(Stored data)
▬▬▬▬▬▬▬▬▬▬
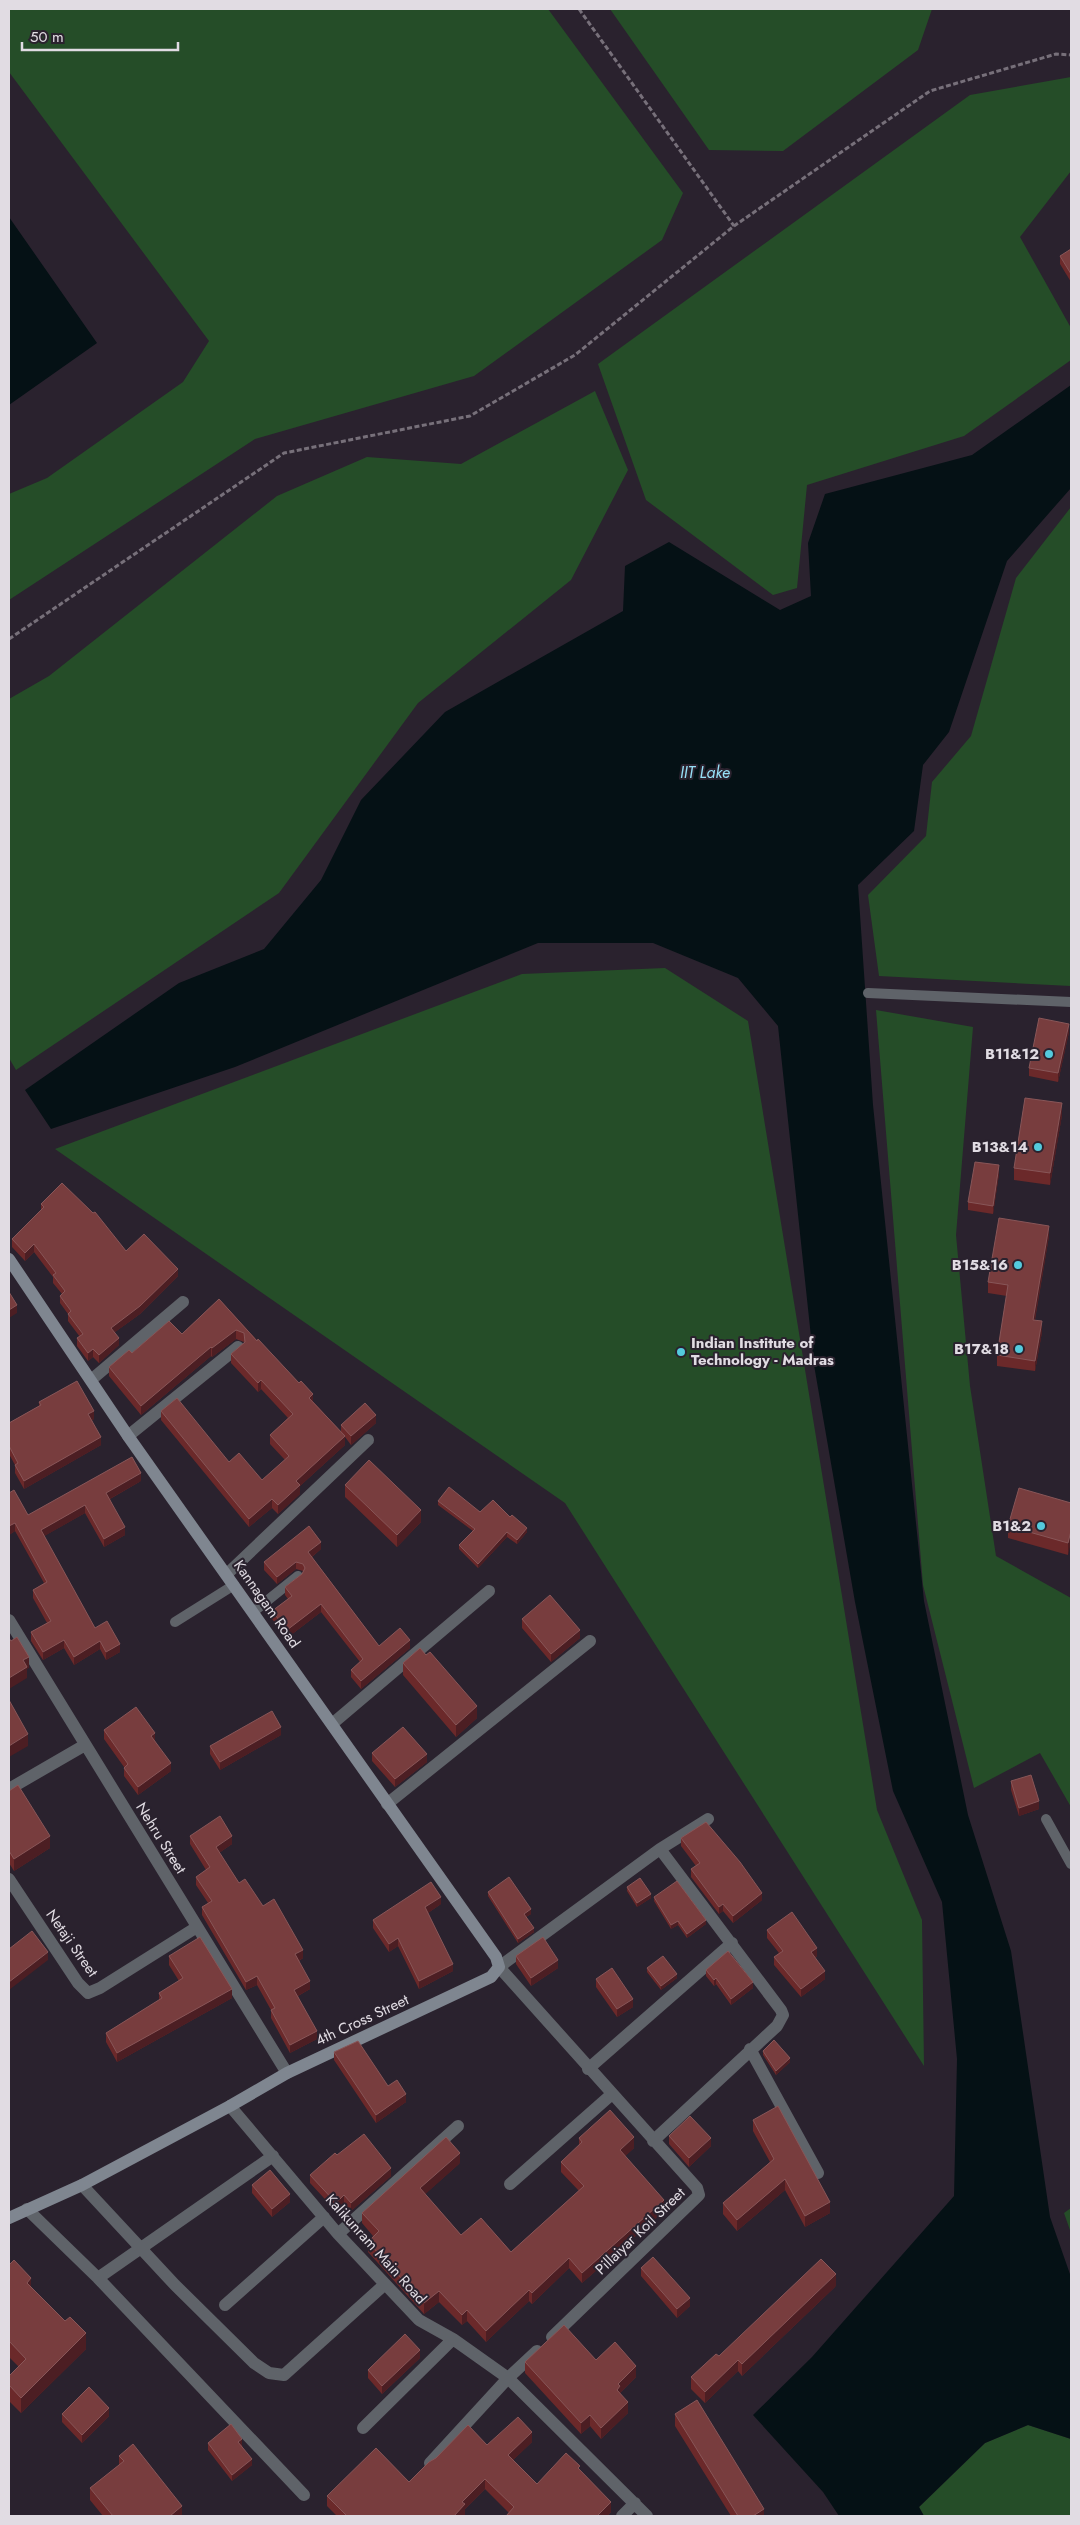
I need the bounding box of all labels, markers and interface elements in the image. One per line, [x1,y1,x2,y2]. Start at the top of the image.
scale bar [22,20,179,52]
text: 50 m [30,26,64,48]
water label: IIT Lake [680,761,730,784]
place label: B11&12 [985,1043,1039,1065]
marker: B11&12 [1043,1048,1055,1060]
place label: B13&14 [972,1136,1028,1158]
marker: B13&14 [1032,1141,1044,1153]
place label: B15&16 [952,1254,1008,1276]
marker: B15&16 [1012,1259,1024,1271]
place label: Indian Institute of Technology - Madras [691,1332,834,1371]
place label: B17&18 [954,1338,1009,1360]
marker: B17&18 [1013,1343,1025,1355]
marker: Indian Institute of Technology - Madras [675,1346,687,1358]
place label: B1&2 [992,1515,1031,1537]
marker: B1&2 [1035,1520,1047,1532]
street label: Kannagam Road [228,1556,306,1652]
street label: Nehru Street [130,1798,192,1878]
street label: Netaji Street [41,1905,104,1982]
street label: 4th Cross Street [312,1989,413,2051]
street label: Pillaiyar Koil Street [590,2182,690,2280]
street label: Kalikunram Main Road [320,2189,432,2309]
▬▬▬▬▬▬▬▬▬▬
WORK TO COMPLETE: Set the data above down again exactly as given, with no pictures.

ANSWER BOX:
I need the bounding box of all labels, markers and interface elements in the image. One per line, [x1,y1,x2,y2]. Start at the top of the image.
scale bar [22,20,179,52]
text: 50 m [30,26,64,48]
water label: IIT Lake [680,761,730,784]
place label: B11&12 [985,1043,1039,1065]
marker: B11&12 [1043,1048,1055,1060]
place label: B13&14 [972,1136,1028,1158]
marker: B13&14 [1032,1141,1044,1153]
place label: B15&16 [952,1254,1008,1276]
marker: B15&16 [1012,1259,1024,1271]
place label: Indian Institute of Technology - Madras [691,1332,834,1371]
place label: B17&18 [954,1338,1009,1360]
marker: B17&18 [1013,1343,1025,1355]
marker: Indian Institute of Technology - Madras [675,1346,687,1358]
place label: B1&2 [992,1515,1031,1537]
marker: B1&2 [1035,1520,1047,1532]
street label: Kannagam Road [228,1556,306,1652]
street label: Nehru Street [130,1798,192,1878]
street label: Netaji Street [41,1905,104,1982]
street label: 4th Cross Street [312,1989,413,2051]
street label: Pillaiyar Koil Street [590,2182,690,2280]
street label: Kalikunram Main Road [320,2189,432,2309]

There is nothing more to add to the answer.